调用system_clock(count = count,c ount_rate = rate)
timeAtStart = count / real(rate)
调用LoopMatrixMultiply(a,b,c1)
调用system_clock(count = count,count_rate = rate)
timeAtEnd = count / real(rate)
time(1,n / 100)= timeAtEnd-timeAtStart

call system_clock(count = count,count_rate = rate)
timeAtStart = count / real (rate)
调用IntrinsicMatrixMultiply(a,b,c2)
调用system_clock(count = count,count_rate = rate)
timeAtEnd = count / real(rate)
time(2 ,n / 100)= timeAtEnd-timeAtStart

调用system_clock(count = count,count_rate = rate)
timeAtStart = count / real(rate)
调用MixMatrixMultiply(a,b ,c3)
call system_clock(count = count,count_rate = rate)
timeAtEnd = count / real(rate)
time(3,n / 100)= timeAtEnd-timeAtStart


deallocate(a,b)

end do

open(1,file =time.txt)
do n = 1,10
write(1,*)time(:,n)
end do
close (1)
deallocate(c1,c2,c3)
结束程序


解决方案

在循环数组元素时,应该注意以下几点:


  • 确保内部循环遍历内存中的连续元素。在当前的'循环'算法中,内部循环在索引k之上。由于矩阵在内存中按列排列(第一个索引在访问内存时变化最快),因此访问新的k值可能需要将新页面加载到缓存中。
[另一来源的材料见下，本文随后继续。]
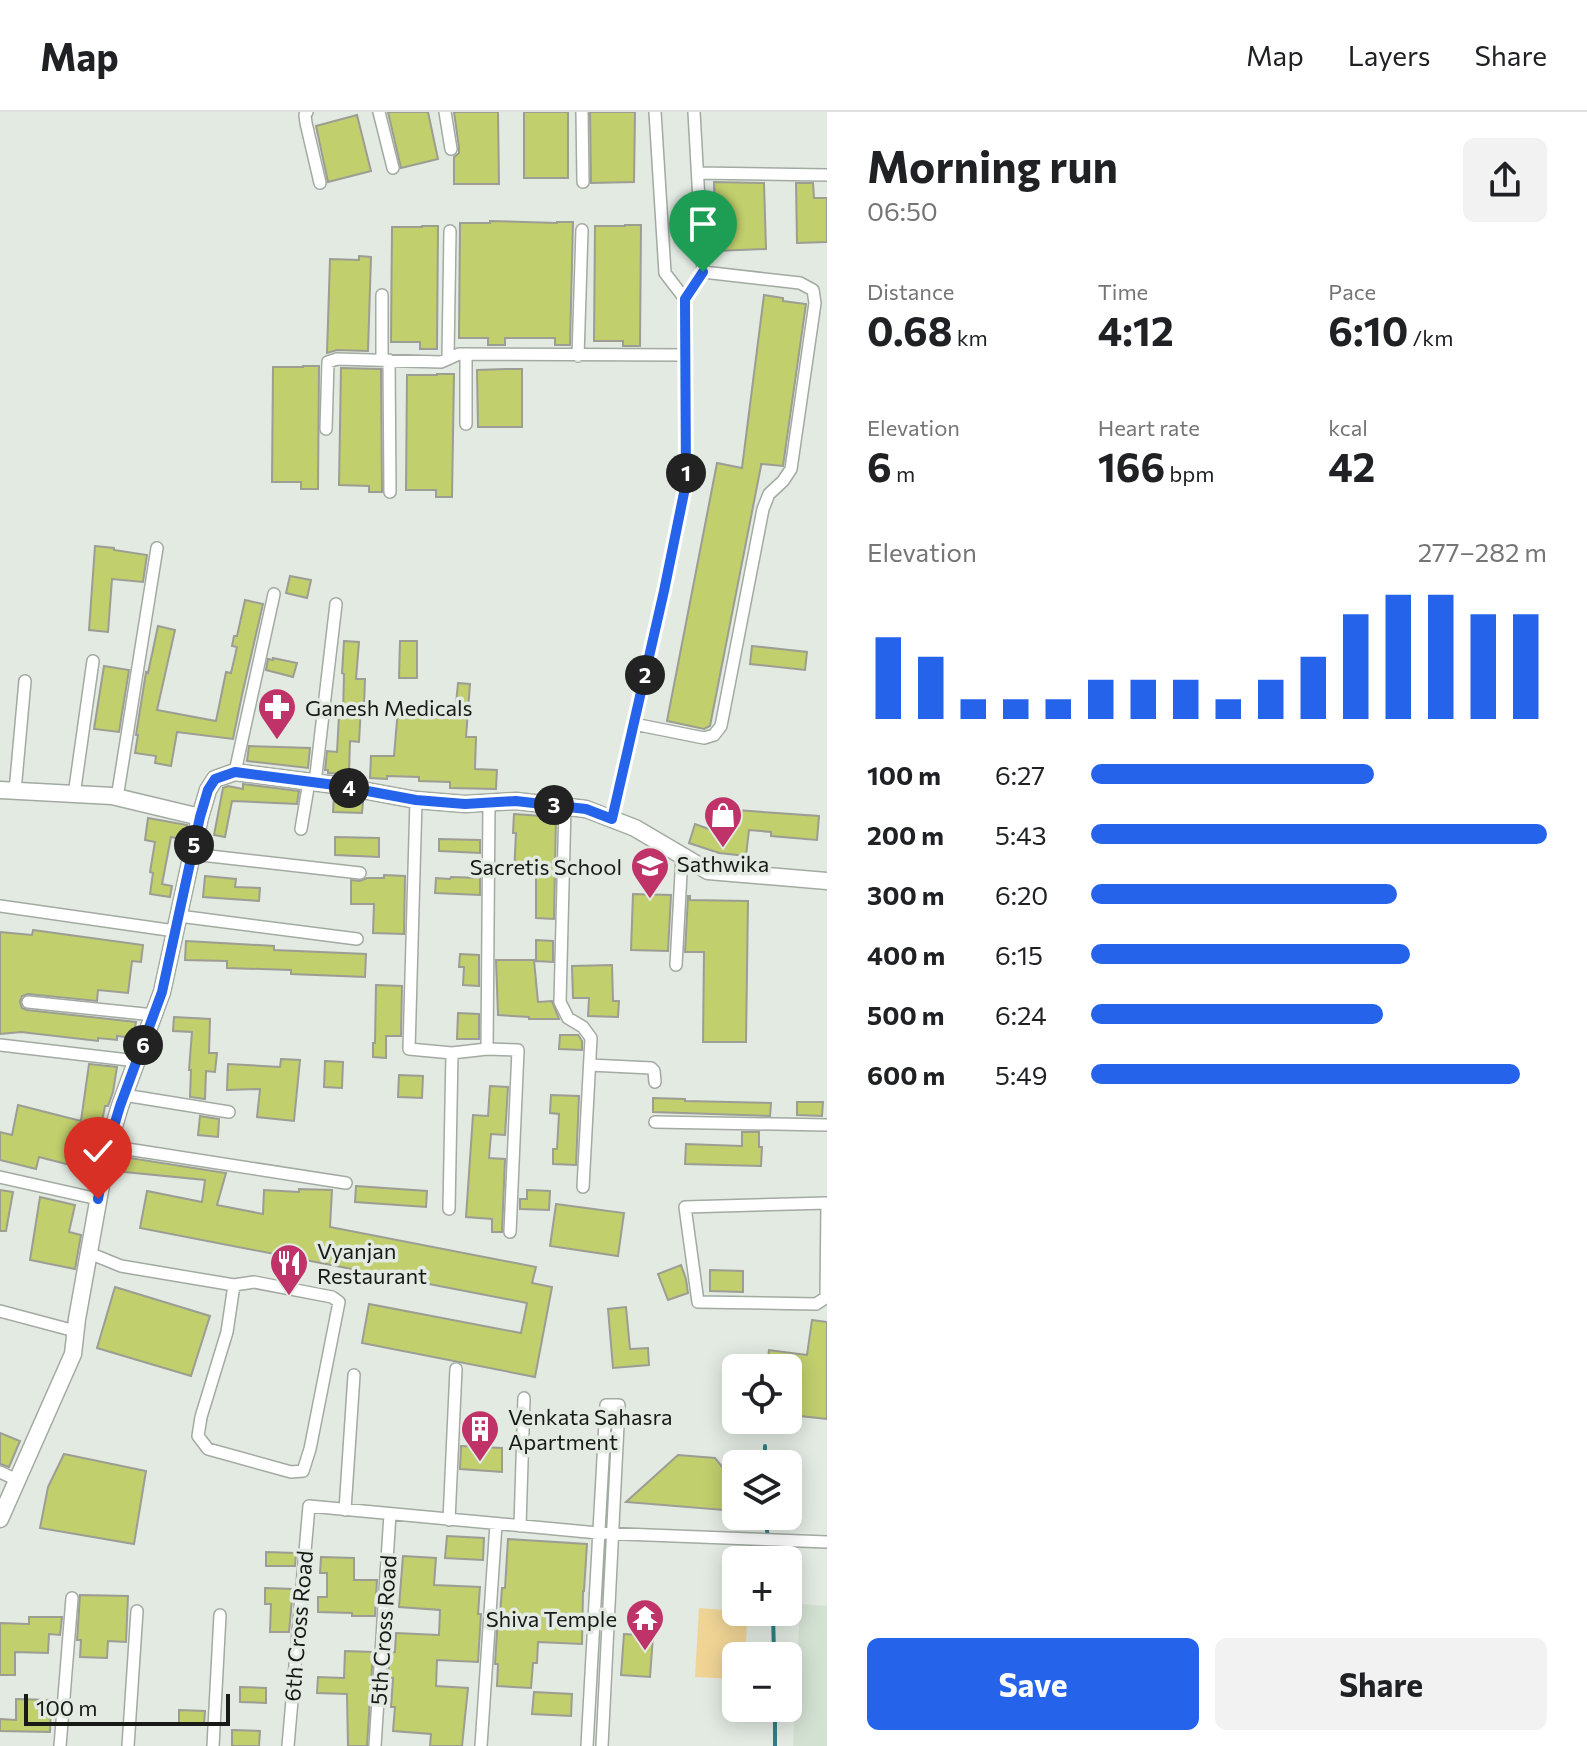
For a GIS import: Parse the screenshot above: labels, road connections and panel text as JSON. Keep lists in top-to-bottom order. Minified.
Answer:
{"streets":{"street":["6th Cross Road","5th Cross Road"]},"places":{"pharmacy":["Ganesh Medicals"],"shop":["Sathwika"],"school or university":["Sacretis School"],"restaurant":["Vyanjan Restaurant"],"building":["Venkata Sahasra Apartment"],"temple":["Shiva Temple"]},"scale_bar":"100 m","page":{"header":"Map","nav":["Map","Layers","Share"],"heading":["Morning run","06:50"],"stats":[["Distance","0.68 km"],["Time","4:12"],["Pace","6:10 /km"],["Elevation","6 m"],["Heart rate","166 bpm"],["kcal","42"]],"pins":["1","2","4","3","5","6"],"chart":["Elevation","277–282 m"],"list":[{"name":"100 m","note":"6:27"},{"name":"200 m","note":"5:43"},{"name":"300 m","note":"6:20"},{"name":"400 m","note":"6:15"},{"name":"500 m","note":"6:24"},{"name":"600 m","note":"5:49"}],"map_buttons":["+","−"],"buttons":["Save","Share"],"scale":"100 m"}}
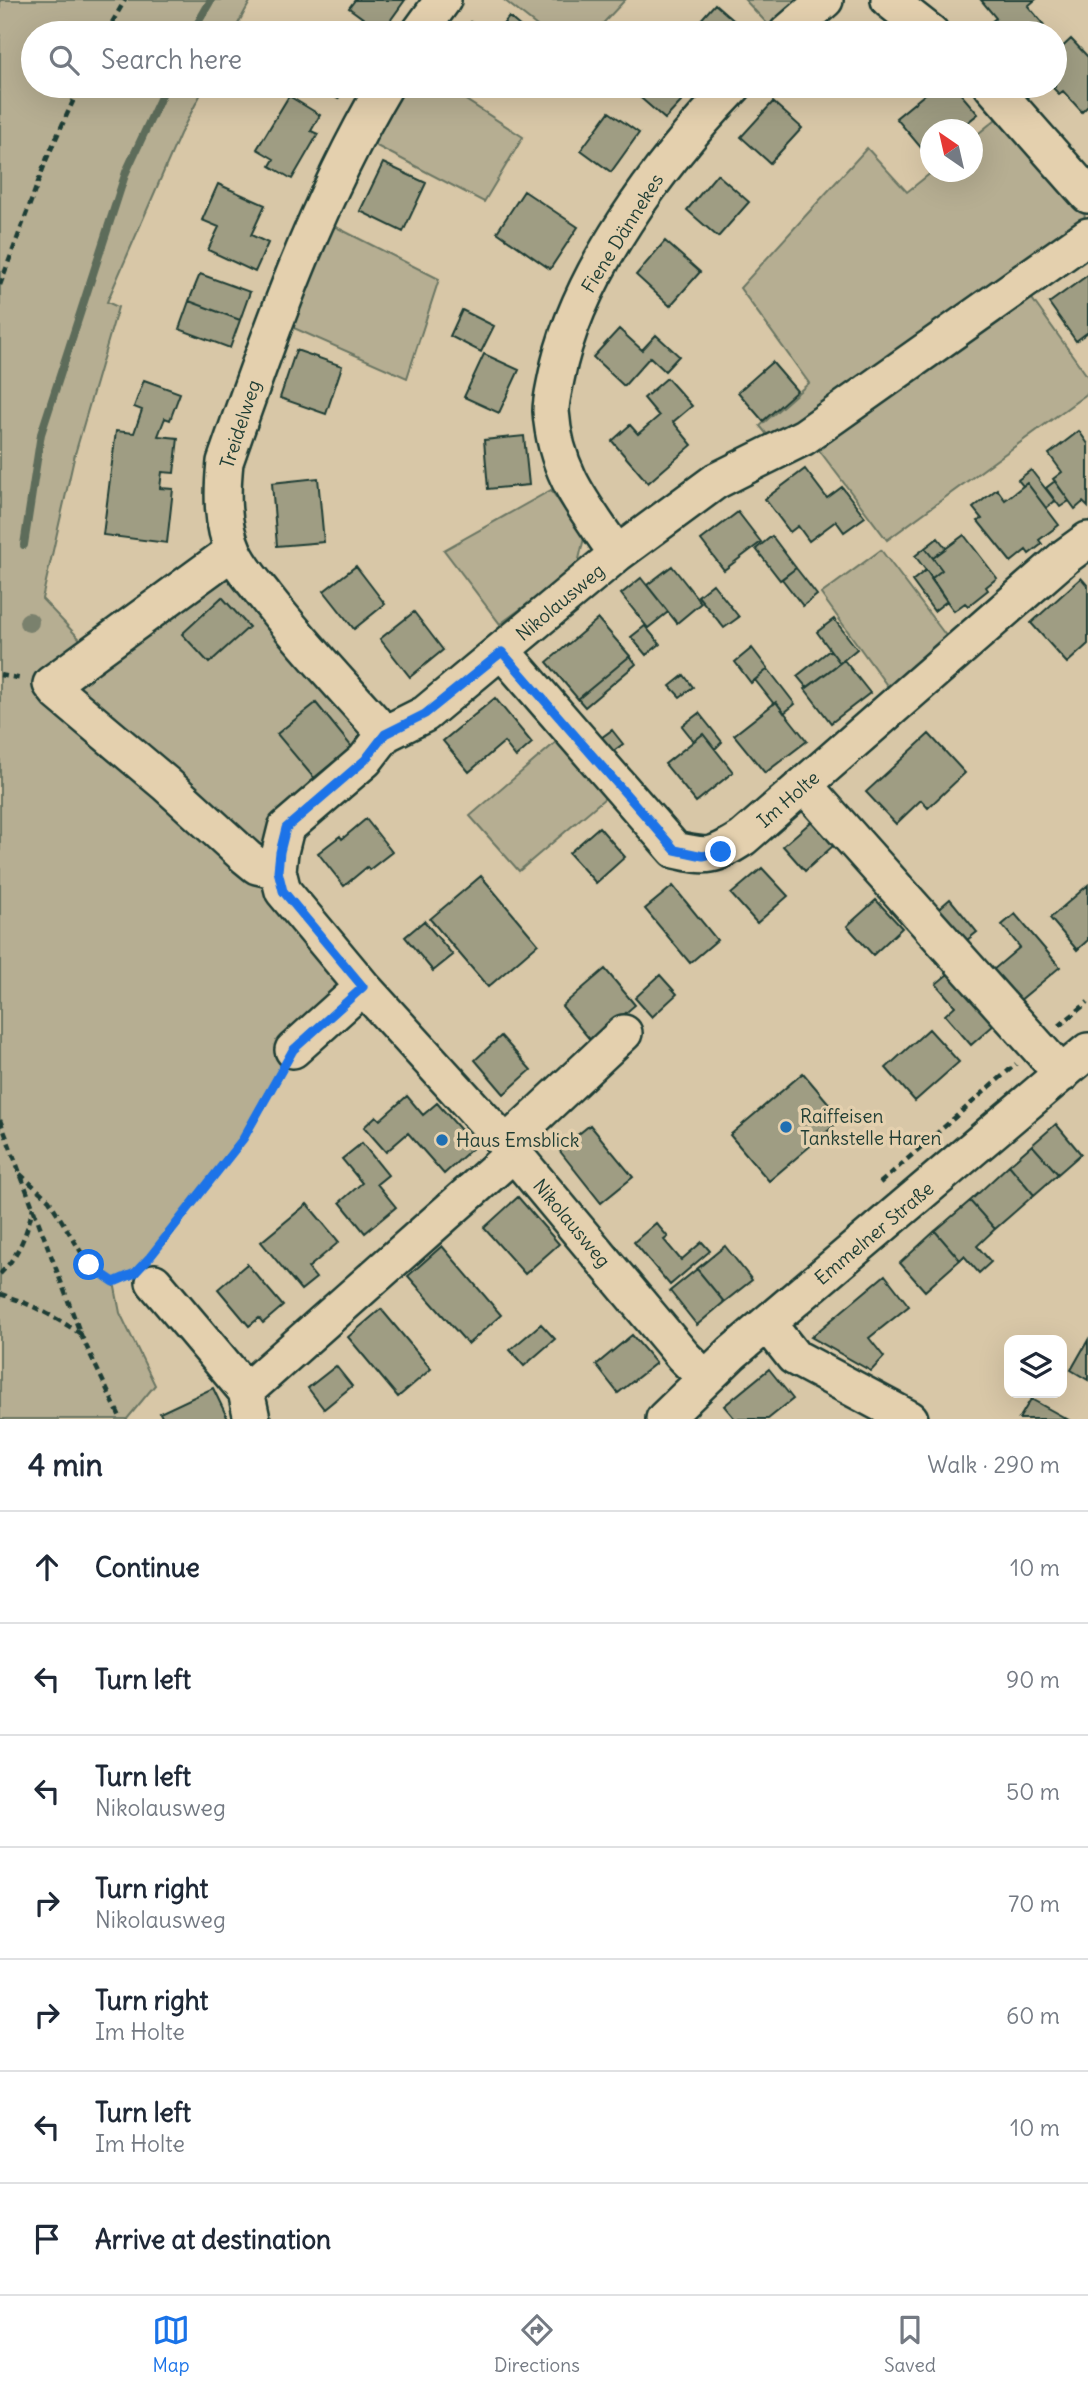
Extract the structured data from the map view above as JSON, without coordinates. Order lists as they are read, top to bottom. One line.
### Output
{"streets":{"street":["Fiene Dännekes","Treidelweg","Nikolausweg","Im Holte","Emmelner Straße"]},"crossings":[["Fiene Dännekes","Nikolausweg"],["Treidelweg","Nikolausweg"],["Nikolausweg","Im Holte"],["Nikolausweg","Emmelner Straße"]],"places":["Raiffeisen Tankstelle Haren","Haus Emsblick"],"north":"top left","page":{"search":"Search here","heading":["4 min","Walk · 290 m"],"list":[["Continue","10 m"],["Turn left","90 m"],["Turn left","Nikolausweg","50 m"],["Turn right","Nikolausweg","70 m"],["Turn right","Im Holte","60 m"],["Turn left","Im Holte","10 m"],"Arrive at destination"],"nav":["Map","Directions","Saved"]}}
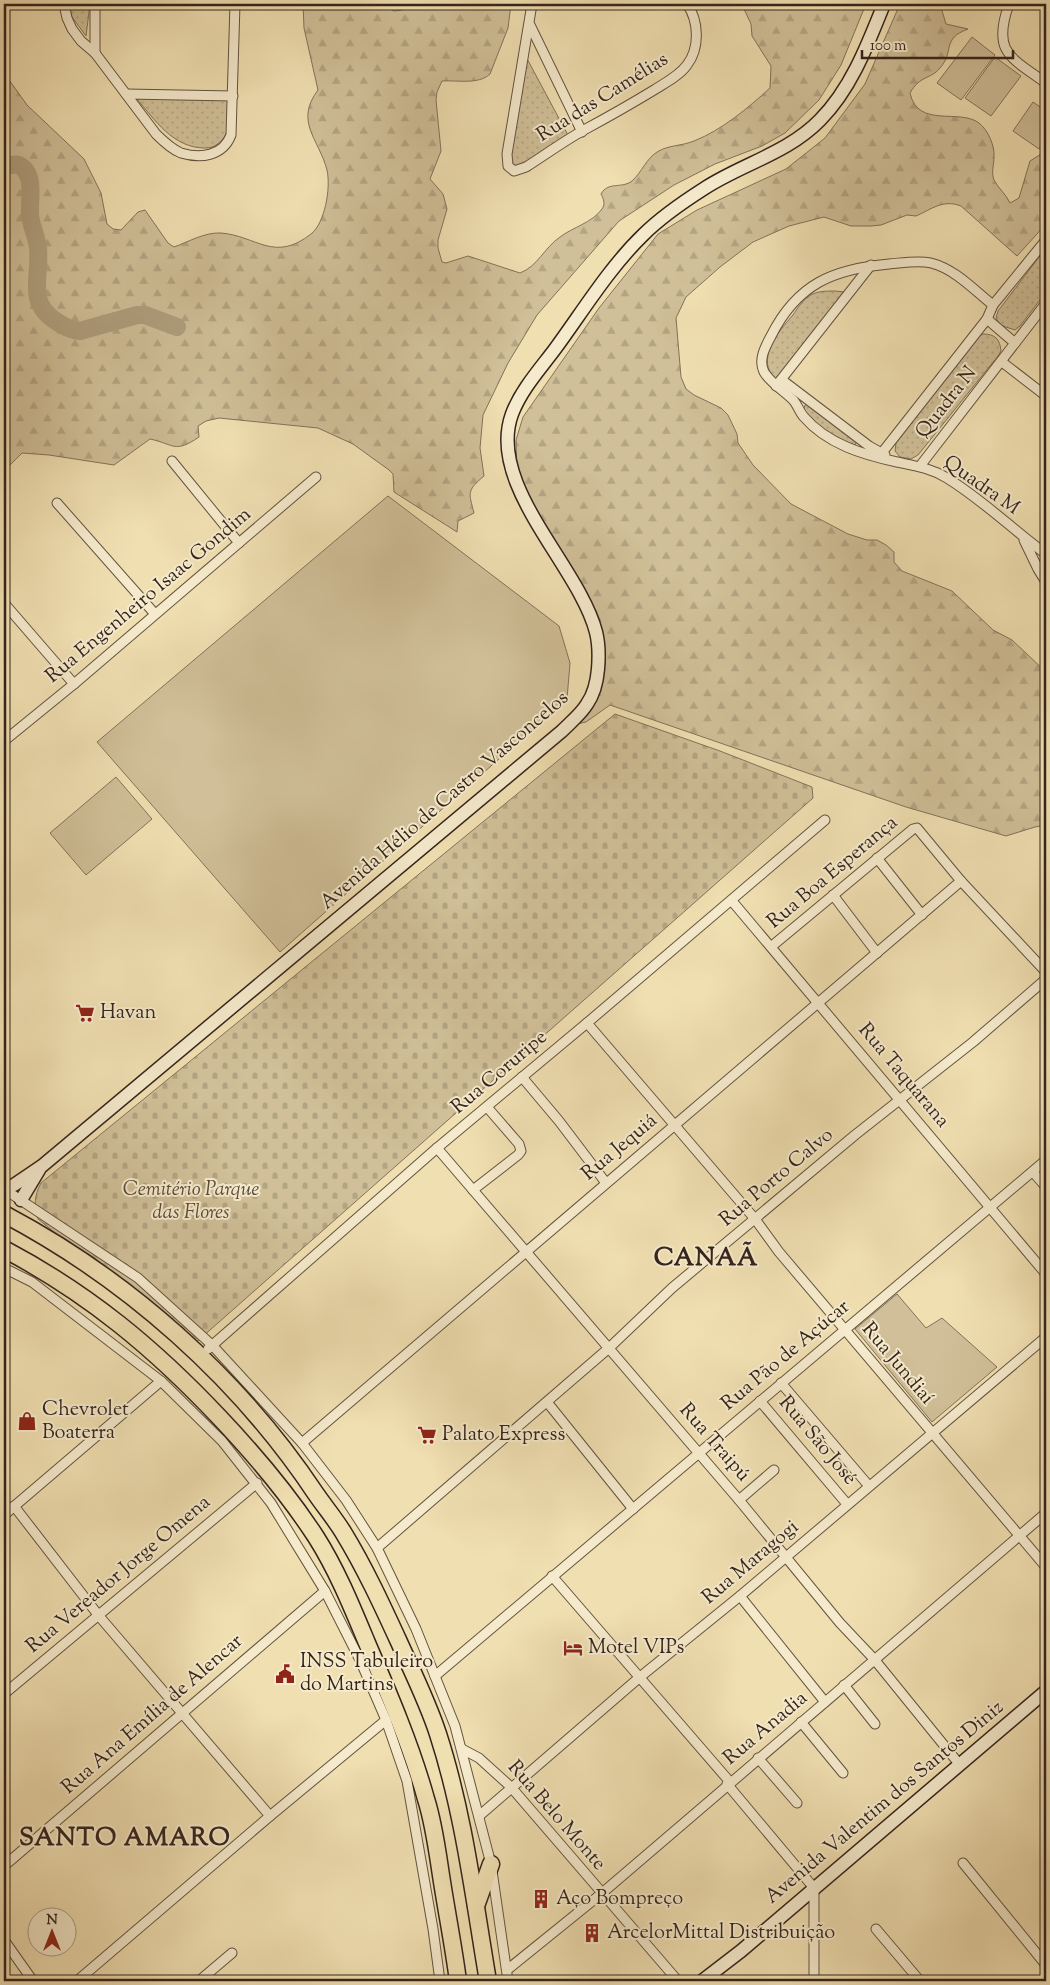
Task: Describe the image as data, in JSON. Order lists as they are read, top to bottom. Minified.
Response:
{"streets":{"street":["Rua das Camélias","Quadra N","Quadra M","Rua Engenheiro Isaac Gondim","Avenida Hélio de Castro Vasconcelos","Rua Boa Esperança","Rua Coruripe","Rua Taquarana","Rua Jequiá","Rua Porto Calvo","Rua Pão de Açúcar","Rua Jundiaí","Rua São José","Rua Traipú","Rua Maragogi","Rua Vereador Jorge Omena","Rua Ana Emília de Alencar","Rua Anadia","Avenida Valentim dos Santos Diniz","Rua Belo Monte"]},"crossings":[["Quadra N","Quadra M"],["Rua Boa Esperança","Rua Taquarana"],["Rua Boa Esperança","Rua Jequiá"],["Rua Coruripe","Rua Taquarana"],["Rua Coruripe","Rua Jundiaí"],["Rua Coruripe","Rua Traipú"],["Rua Taquarana","Rua Jequiá"],["Rua Taquarana","Rua Porto Calvo"],["Rua Taquarana","Rua Pão de Açúcar"],["Rua Jequiá","Rua Jundiaí"],["Rua Jequiá","Rua Traipú"],["Rua Porto Calvo","Rua Jundiaí"],["Rua Porto Calvo","Rua Traipú"],["Rua Pão de Açúcar","Rua Jundiaí"],["Rua Pão de Açúcar","Rua São José"],["Rua Pão de Açúcar","Rua Traipú"],["Rua Jundiaí","Rua Maragogi"],["Rua Jundiaí","Rua Anadia"],["Rua São José","Rua Maragogi"],["Rua Traipú","Rua Maragogi"],["Rua Traipú","Rua Anadia"],["Rua Traipú","Avenida Valentim dos Santos Diniz"],["Rua Maragogi","Rua Belo Monte"],["Rua Anadia","Rua Belo Monte"]],"districts":["CANAÃ","SANTO AMARO"],"parks":["Cemitério Parque das Flores"],"places":{"supermarket":["Havan","Palato Express"],"shop":["Chevrolet Boaterra"],"hotel":["Motel VIPs"],"public building":["INSS Tabuleiro do Martins"],"building":["Aço Bompreço","ArcelorMittal Distribuição"]},"scale_bar":"100 m","north":"top"}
在这种情况下,您可以通过重新排序循环来优化算法:

      do j = 1,n 
    do k = 1,size(mtx1,dim = 2)
    do i = 1,m
    mtx3(i,j)= mtx3(i,j)+ mtx1(i,k)* mtx2 ,j)
    end do
    end do
    end do

    现在,内部循环在内存中的连续元素上(如果不是,编译器在内部循环之前, mtx2(k,j)值可能只会被提取一次您可以在循环之前将它存储在一个临时变量中)确保整个循环可以放入缓存中,以避免缓存遗漏太多。这可以通过阻止算法来完成。在这种情况下,解决方案可以是:例如:

      l = size(mtx1,dim = 2)
    ichunk = 512!我有一个3MB的缓存大小(实数* 4)
    do jj = 1,n,ichunk
    do kk = 1,l,ichunk

    do j = jj,min (i,j)= mtx3(i,j),其中k是第k个单元的数目, i,j)+ mtx1(i,k)* mtx2(k,j)
    end do
    end do
    end do

    end do
    在这种情况下,性能将取决于 ichunk 的大小, code>,尤其是对于足够大的矩阵(你甚至可以阻止内部循环,这只是一个例子)。
  • 确保所需的工作执行循环比循环内的工作小得多。这可以通过循环展开来解决,即在循环的一次迭代中组合几个语句。通常情况下,编译器可以通过提供标志 -funroll-loops 来完成此操作。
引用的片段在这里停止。